Sunday, April 22, 2012

The engine of hedge fund - information and communication technology


On April 19, 2012 I led a team of ten first-year Global MBA students from The Johns Hopkins Carey Business School to visit Campbell and Company, one of famous hedge fund based in Baltimore. Founded in 1972, Campbell & Company is a pioneer in absolute return investment management, specializing in systematic managed futures and equity market-neutral strategies. Mike, director of trading, Jon and Grace, research manager gave us a wonderful presentation on how they do research and trade. There is lots of insightful information.



A hedge fund is an investment fund or asset fund that can undertake a wider range of investment and trading activities than other funds. Due to risk exposure, hedge fund is only open to some particular types of investors specified by regulators. Typically most of them are institutions and higher net worth individuals.




Hedge fund introduction




"We have tree trading teams", Mike told us, "North America team, Europe team and Asia team. They work for different hours. Now we can reach any major market in any place at any time, providing 24 hours a day and five days a week." How can Campbell and Company do that? Obviously the answer is ICT, information and communication technology. With the information technology, most of orders that Campbell & Company want to trade can be done through the internet connection to exchanges. Roughly one decade ago, traders at Campbell & Company needed to call the broker at the Chicago Mercantile Exchange. And then they had to wait for the deal to get done, maybe one hour later. Now all the order will be traded within thousandth second.

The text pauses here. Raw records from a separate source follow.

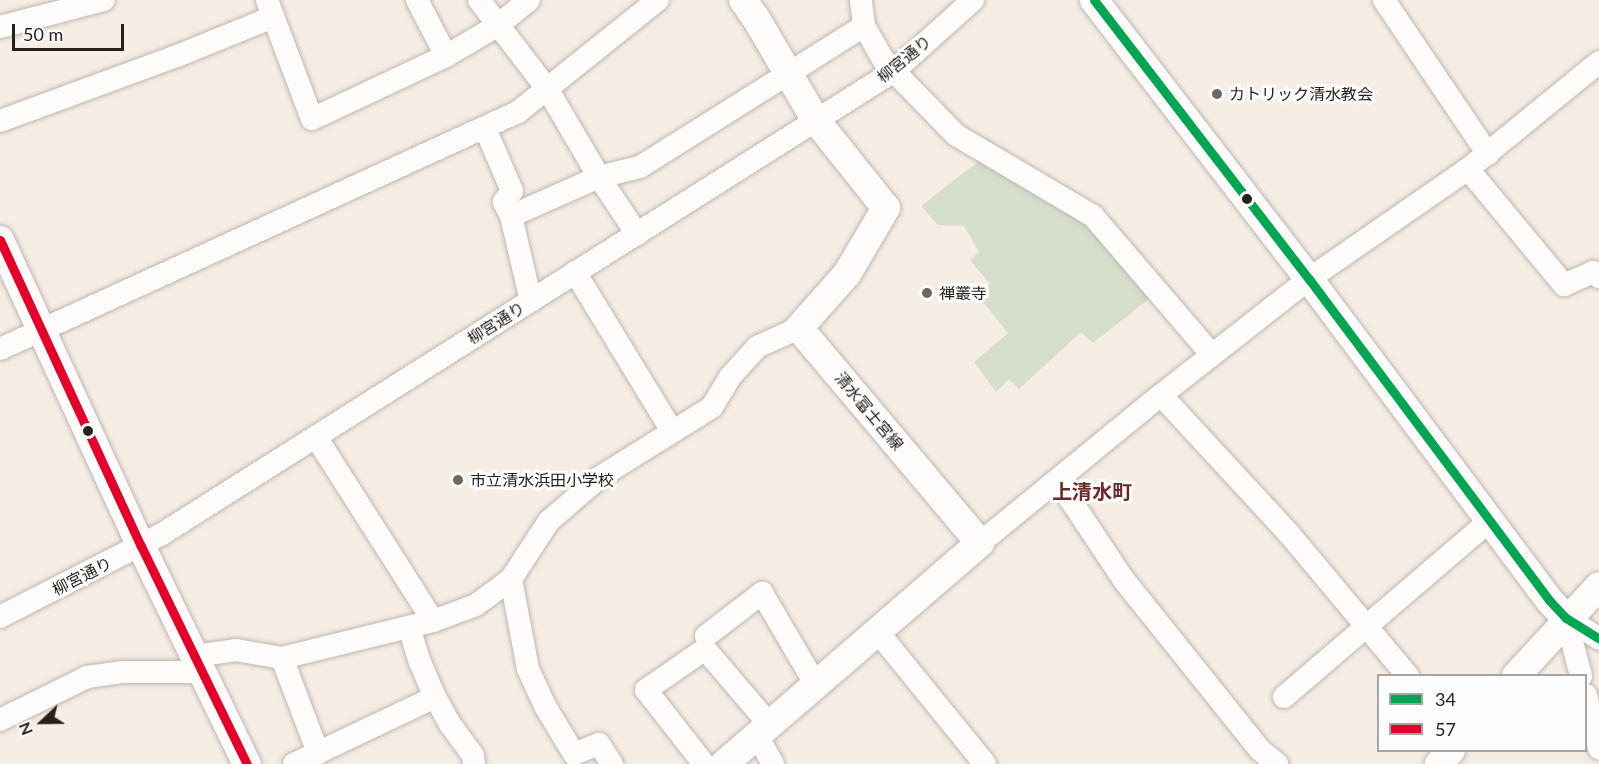 <!DOCTYPE html>
<meta charset="utf-8">
<style>
body{margin:0}
#map{position:relative;width:1599px;height:764px;overflow:hidden;background:#f6ede5;font-family:Lato,"Noto Sans JP",sans-serif}
div>[style]{position:absolute}
.green>*{inset:0;background:#d5dfcb}
.roads{filter:drop-shadow(0 0 2px #beb7b1) drop-shadow(0 0 2px #beb7b1)}
.minor>*{height:22px;margin:-11px;padding:0 11px;transform-origin:11px;border-radius:11px;background:#fefcfb}
.major>*{height:28px;margin:-14px;padding:0 14px;transform-origin:14px;border-radius:14px;background:#fefcfb}
.bus-1>*{height:9px;margin:-4.5px;padding:0 4.5px;transform-origin:4.5px;border-radius:4.5px;background:#00a651}
.bus-2>*{height:9px;margin:-4.5px;padding:0 4.5px;transform-origin:4.5px;border-radius:4.5px;background:#e4002b}
.dots>*{width:16px;height:16px;translate:-50% -50%;box-sizing:border-box;border:3px solid #fdfdfd;border-radius:50%}
span{translate:-50% -50%;white-space:nowrap;text-align:center;line-height:1.15;-webkit-text-stroke:6px #fdfdfd;paint-order:stroke}
.street-label{font-size:16px;color:#27211c}
.poi-label{font-size:16px;color:#27211c}
.left{translate:0 -50%;text-align:left}
.quarter-label{font-size:20px;color:#6e2827;font-weight:700}
.legend{position:absolute;left:1377px;top:674px;width:210px;height:78px;box-sizing:border-box;background:#fdfdfd;border:2px solid #a7a5a3;margin:0;padding:8px 10px;list-style:none;font-size:18px;color:#27211c}
.legend li{display:flex;align-items:center;gap:12px;height:30px}
.legend b{width:30px;border:2px solid #a7a5a3}
.north{position:absolute;left:12px;top:692px;width:60px;height:60px;-webkit-text-stroke:4px #fdfdfd;paint-order:stroke;rotate:248deg;font-size:16px;font-weight:700;line-height:24px;text-align:center;color:#27211c}
.north::after{content:'';display:block;margin:auto;width:21px;height:27px;background:#27211c;clip-path:polygon(50% 0,100% 100%,50% 72%,0 100%)}
.scale{position:absolute;left:12px;top:24px;width:112px;height:27px;box-sizing:border-box;border:3px solid #27211c;border-top:0;padding-left:8px;font-size:18px;line-height:21px;white-space:nowrap;color:#27211c;-webkit-text-stroke:4px #fdfdfd;paint-order:stroke}
</style>
<div id="map">
<div class="green">
<i style="clip-path:polygon(980px 160px,1083px 218px,1155px 294px,1093px 343px,1081px 332px,1019px 389px,1009px 379px,996px 392px,974px 362px,1008px 333px,977px 295px,990px 284px,970px 260px,979px 252px,964px 226px,938px 225px,921px 206px)"></i>
</div>
<div class="roads">
<div class="minor">
<i style="left:267px;top:0;width:127px;rotate:69.3deg"></i>
<i style="left:312px;top:119px;width:148px;rotate:-25.2deg"></i>
<i style="left:446px;top:56px;width:59px;rotate:-30.5deg"></i>
<i style="left:497px;top:26px;width:41px;rotate:-39.1deg"></i>
<i style="left:417px;top:0;width:63px;rotate:62.6deg"></i>
<i style="left:479px;top:0;width:113px;rotate:52.5deg"></i>
<i style="left:548px;top:90px;width:101px;rotate:59.6deg"></i>
<i style="left:599px;top:177px;width:69px;rotate:56.3deg"></i>
<i style="left:1384px;top:0;width:186px;rotate:56deg"></i>
<i style="left:864px;top:26px;width:40px;rotate:60.3deg"></i>
<i style="left:884px;top:61px;width:103px;rotate:45.8deg"></i>
<i style="left:956px;top:135px;width:159px;rotate:30.6deg"></i>
<i style="left:1093px;top:216px;width:183px;rotate:49.4deg"></i>
<i style="left:0;top:27px;width:107px;rotate:-14.6deg"></i>
<i style="left:0;top:121px;width:189px;rotate:-20.2deg"></i>
<i style="left:177px;top:56px;width:104px;rotate:-22.1deg"></i>
<i style="left:485px;top:128px;width:69px;rotate:66.8deg"></i>
<i style="left:512px;top:191px;width:14px;rotate:126deg"></i>
<i style="left:504px;top:202px;width:16px;rotate:63deg"></i>
<i style="left:511px;top:216px;width:87px;rotate:76.8deg"></i>
<i style="left:1468px;top:169px;width:151px;rotate:50.4deg"></i>
<i style="left:1564px;top:285px;width:32px;rotate:-24deg"></i>
<i style="left:1593px;top:272px;width:8px;rotate:40deg"></i>
<i style="left:511px;top:216px;width:96px;rotate:-23.9deg"></i>
<i style="left:599px;top:177px;width:42px;rotate:-13.7deg"></i>
<i style="left:640px;top:167px;width:265px;rotate:-32.2deg"></i>
<i style="left:864px;top:26px;width:26px;rotate:-97deg"></i>
<i style="left:575px;top:272px;width:186px;rotate:58.6deg"></i>
<i style="left:0;top:349px;width:570px;rotate:-24.59deg"></i>
<i style="left:518px;top:112px;width:179px;rotate:-38.7deg"></i>
<i style="left:1161px;top:395px;width:190px;rotate:47.3deg"></i>
<i style="left:1290px;top:535px;width:184px;rotate:50.1deg"></i>
<i style="left:316px;top:437px;width:218px;rotate:57.5deg"></i>
<i style="left:1058px;top:481px;width:118px;rotate:56.4deg"></i>
<i style="left:1123px;top:579px;width:219px;rotate:51.3deg"></i>
<i style="left:1260px;top:750px;width:22px;rotate:39deg"></i>
<i style="left:980px;top:543px;width:234px;rotate:-39.3deg"></i>
<i style="left:1161px;top:395px;width:188px;rotate:-38.1deg"></i>
<i style="left:1309px;top:279px;width:193px;rotate:-34.7deg"></i>
<i style="left:1468px;top:169px;width:169px;rotate:-39.2deg"></i>
<i style="left:511px;top:579px;width:92px;rotate:79.3deg"></i>
<i style="left:528px;top:669px;width:41px;rotate:65.3deg"></i>
<i style="left:545px;top:706px;width:56px;rotate:58.9deg"></i>
<i style="left:574px;top:754px;width:27px;rotate:-22deg"></i>
<i style="left:599px;top:744px;width:24px;rotate:57deg"></i>
<i style="left:0;top:617px;width:182px;rotate:-27.1deg"></i>
<i style="left:162px;top:534px;width:866px;rotate:-32.31deg"></i>
<i style="left:894px;top:71px;width:106px;rotate:-41.9deg"></i>
<i style="left:1566px;top:618px;width:60px;rotate:75.5deg"></i>
<i style="left:1566px;top:618px;width:39px;rotate:32deg"></i>
<i style="left:409px;top:627px;width:37px;rotate:73deg"></i>
<i style="left:420px;top:662px;width:38px;rotate:67deg"></i>
<i style="left:435px;top:697px;width:31px;rotate:61deg"></i>
<i style="left:450px;top:724px;width:39px;rotate:54deg"></i>
<i style="left:473px;top:756px;width:8px;rotate:83deg"></i>
<i style="left:877px;top:631px;width:171px;rotate:50.9deg"></i>
<i style="left:706px;top:636px;width:71px;rotate:-37.5deg"></i>
<i style="left:762px;top:593px;width:107px;rotate:59.6deg"></i>
<i style="left:195px;top:656px;width:41px;rotate:-8.3deg"></i>
<i style="left:236px;top:650px;width:47px;rotate:9.9deg"></i>
<i style="left:282px;top:658px;width:155px;rotate:-13.8deg"></i>
<i style="left:433px;top:621px;width:46px;rotate:-20.4deg"></i>
<i style="left:476px;top:605px;width:44px;rotate:-36.6deg"></i>
<i style="left:511px;top:579px;width:69px;rotate:-56.8deg"></i>
<i style="left:549px;top:521px;width:67px;rotate:-40.8deg"></i>
<i style="left:600px;top:477px;width:132px;rotate:-32deg"></i>
<i style="left:712px;top:407px;width:35px;rotate:-59deg"></i>
<i style="left:730px;top:377px;width:40px;rotate:-48deg"></i>
<i style="left:757px;top:347px;width:46px;rotate:-24.3deg"></i>
<i style="left:282px;top:658px;width:102px;rotate:69.2deg"></i>
<i style="left:1586px;top:695px;width:55px;rotate:76.2deg"></i>
<i style="left:1284px;top:697px;width:270px;rotate:-40.6deg"></i>
<i style="left:0;top:720px;width:97px;rotate:-26.3deg"></i>
<i style="left:87px;top:677px;width:34px;rotate:-8deg"></i>
<i style="left:121px;top:672px;width:82px"></i>
<i style="left:757px;top:736px;width:32px;rotate:60deg"></i>
<i style="left:294px;top:764px;width:156px;rotate:-25.4deg"></i>
<i style="left:704px;top:764px;width:94px;rotate:-128.1deg"></i>
<i style="left:646px;top:690px;width:72px;rotate:-34.8deg"></i>
<i style="left:705px;top:649px;width:100px;rotate:49.5deg"></i>
</div>
<div class="major">
<i style="left:1094px;top:0;width:352px;rotate:52.4deg"></i>
<i style="left:1309px;top:279px;width:401px;rotate:53.2deg"></i>
<i style="left:1549px;top:600px;width:25px;rotate:47deg"></i>
<i style="left:0;top:240px;width:337px;rotate:65.3deg"></i>
<i style="left:141px;top:546px;width:242px;rotate:64.1deg"></i>
<i style="left:1516px;top:676px;width:122px;rotate:-47.3deg"></i>
<i style="left:724px;top:764px;width:338px;rotate:-40.8deg"></i>
<i style="left:980px;top:543px;width:281px;rotate:-130.1deg"></i>
<i style="left:799px;top:328px;width:72px;rotate:-48.4deg"></i>
<i style="left:847px;top:274px;width:77px;rotate:-59.4deg"></i>
<i style="left:886px;top:208px;width:114px;rotate:-128.6deg"></i>
<i style="left:815px;top:119px;width:115px;rotate:-120.4deg"></i>
<i style="left:757px;top:20px;width:24px;rotate:-125deg"></i>
<i style="left:1439px;top:764px;width:18px;rotate:-49deg"></i>
</div>
</div>
<div class="bus-1">
<i style="left:1094px;top:0;width:352px;rotate:52.4deg"></i>
<i style="left:1309px;top:279px;width:401px;rotate:53.2deg"></i>
<i style="left:1549px;top:600px;width:25px;rotate:47deg"></i>
<i style="left:1566px;top:618px;width:39px;rotate:32deg"></i>
</div>
<div class="bus-2">
<i style="left:0;top:240px;width:337px;rotate:65.3deg"></i>
<i style="left:141px;top:546px;width:242px;rotate:64.1deg"></i>
</div>
<div class="dots">
<i style="left:1217px;top:94px;background:#6f6862"></i>
<i style="left:1247px;top:199px;background:#27211c"></i>
<i style="left:927px;top:293px;background:#6f6862"></i>
<i style="left:88px;top:431px;background:#27211c"></i>
<i style="left:458px;top:480px;background:#6f6862"></i>
</div>
<div class="street-label">
<span style="left:904px;top:59px;rotate:-39deg">柳宮通り</span>
<span style="left:496px;top:323px;rotate:-32deg">柳宮通り</span>
<span style="left:869px;top:411px;rotate:50deg">清水富士宮線</span>
<span style="left:82px;top:576px;rotate:-27deg">柳宮通り</span>
</div>
<div class="poi-label">
<span class="left" style="left:1229px;top:94px">カトリック清水教会</span>
<span class="left" style="left:939px;top:293px">禅叢寺</span>
<span class="left" style="left:470px;top:480px">市立清水浜田小学校</span>
</div>
<div class="quarter-label">
<span style="left:1092px;top:491px">上清水町</span>
</div>
<ul class="legend">
<li><b style="height:8px;background:#00a651"></b>34</li>
<li><b style="height:8px;background:#e4002b"></b>57</li>
</ul>
<div class="north">N</div>
<div class="scale">50 m</div>
</div>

"We have a lot of models," the research manager Jon was very confident about the research levels at Campbell & Company, "With the help of the computer, we can quickly simulate trade with any model." If someone comes out any idea, it can be quickly turned to models. Then computer can run these models with huge historical data. With these kinds of simulations, models can be easily tested and verified. Without the computer, we can't image how this huge work can be done manually. Many hedge funds always bought the latest the most powerful computer or even mainframe to do models simulation. Once these models turned out to have very good positive results, they will be put the real market to make money. However, it needs the accurate execution by the computer. Only the computer can instantly calculate the data to verify if the conditions are met. In some sense, it is the computer not the people help hedge fund make money.

Hedge Fund Modelling and Analysis
                                                             

 Recently hedge funds are becoming more and more depending on information and communication technology. Who has fastest information gathering, fastest data communication and fastest data processing, and then he has most chance to win the money.  According to the Prime Finance 2011 IT Survey released by Citi, Hedge funds will spend approximately $2.09 billion on information technology (IT) in 2011.